Avec le roman de Fiodor Sologoub (1863-1927), Un démon de petite envergure, paru en 1905, c’est la queue de comète du nihilisme qui luit sous nos yeux. Son héros, Peredonov, un professeur d’une petite ville russe, carriériste, paranoïaque et absolument odieux, n’a plus rien à voir avec le nihilisme structuré et idéologique d’un Bazarov, ni avec la radicalité d’un Kirilov ou la suprême indifférence d’un Stavroguine : « Ses sentiments étaient grossiers, obtus, et sa conscience n’était qu’un appareil corrosif et délétère. Tout ce qui parvenait à sa conscience se transmuait aussitôt en boue et en ordure. Il ne voyait dans les objets et les êtres que leurs défauts, et ces défauts le réjouissaient. » Au mieux, Peredonov pourrait être rapproché du « néguilisme » de Gordanov, personnage principal d’À couteaux tirés. Mais la comparaison a ses limites. L’« anti-nihilisme » de Gordanov s’était construit contre l’ancienne génération de nihilistes incarnée par Bazarov. Sa « scélératesse », s’inscrivait encore dans une certaine tradition de pensée, dans la mesure où elle en était la réfutation : la réfutation de la réfutation. Le cas de Peredonov est en réalité à part et semble déconnecté de la tradition qui le précède. Si le titre, Un démon de petite envergure, fait évidemment écho à Dostoïevski, Peredonov n’est pas un petit Stavroguine ou un petit Kirilov (un personne du roman s’appelle d’ailleurs Kirilov, autre clin d’œil aux Démons). C’est un personnage profondément antipathique ayant poussé son individualisme à la limite du supportable, mais sans jamais s’impliquer dans des dangers proprement métaphysiques.

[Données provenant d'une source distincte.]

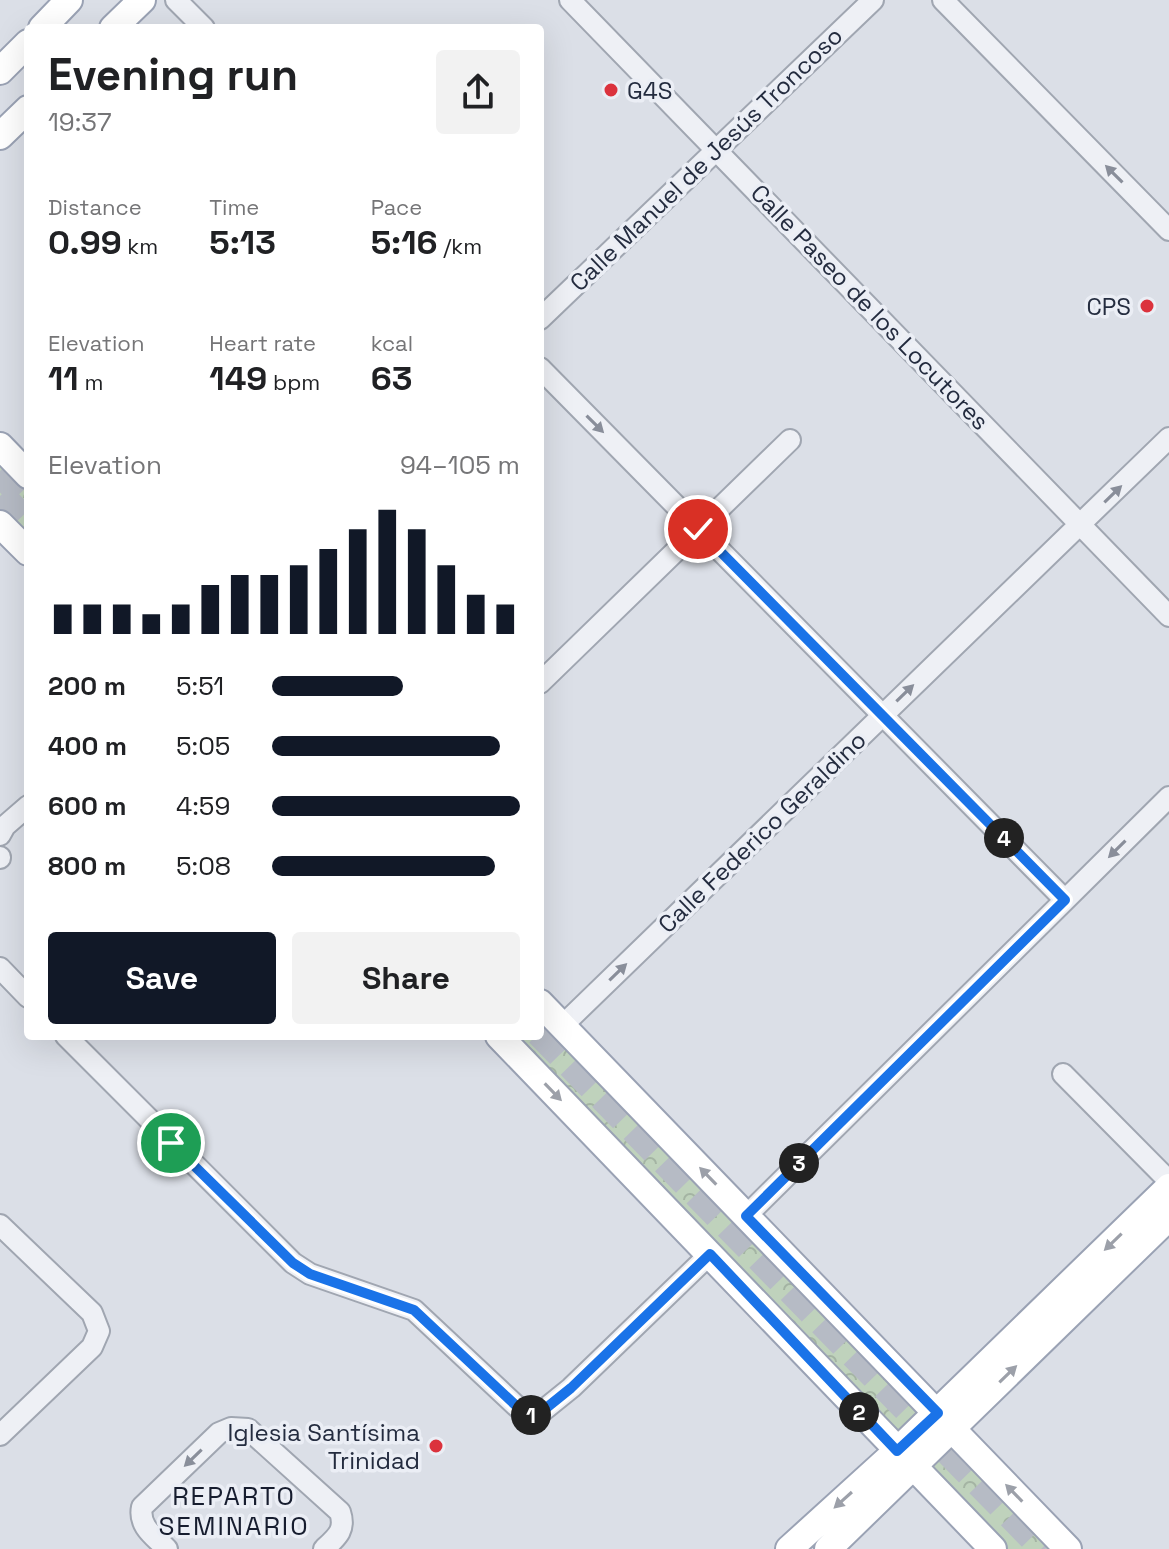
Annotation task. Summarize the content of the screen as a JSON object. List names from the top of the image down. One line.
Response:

Peredonov tient à être vu à l’église de peur d’être montré du doigt
On apprend dans le livre que Peredonov possède les œuvres de Pissarev, mais cela ne signifie pas qu’il y a chez lui une adhésion doctrinale. Bien au contraire : « Auparavant, Peredonov avait tenu à exposer ses livres comme pour témoigner de ses idées libérales. En fait, il n’avait ni idées ni même envie de réfléchir. Il gardait ses livres pour la façade, mais ne les lisait jamais. » S’il ne semble posséder aucune véritable conviction, qu’elle soit conservatrice, libérale ou même nihiliste (au sens de Bazarov ou de Pissarev), il reproduit des attitudes qui étaient celles des nihilistes, en s’attaquant à certains symboles de la culture russe, en l’occurrence Pouchkine. « Je dois avouer, à votre avantage, que vous avez eu Mickiewicz. Il est au-dessus de notre Pouchkine. Son portrait est sur mon mur. Auparavant, c’était Pouchkine qui y figurait ; je l’ai remisé dans les cabinets ; en fait, ce n’était qu’un larbin. » Une provocation qui fait ici référence à Bazarov qui soutenait dans Pères et fils : « Un honnête chimiste est vingt fois plus utile que n’importe quel poète. » Ou encore : « D’après moi, Raphaël ne vaut pas un centime, et eux pas davantage. » La dévalorisation de l’art est un lieu commun du nihilisme russe que Dostoïevski synthétisera dans une formule célèbre pointant du doigt l’écueil contenu dans le relativisme : « Toute la question est de savoir si Shakespeare est supérieur à une paire de bottes, Raphaël, à un bidon de pétrole ! » Mais encore une fois, Peredonov fait un pas de côté : il ne se moque de Pouchkine que pour célébrer le poète polonais Mickiewicz. Sa défense de l’art ne se fait qu’avec des accents antipatriotiques, autre lieu commun du nihilisme.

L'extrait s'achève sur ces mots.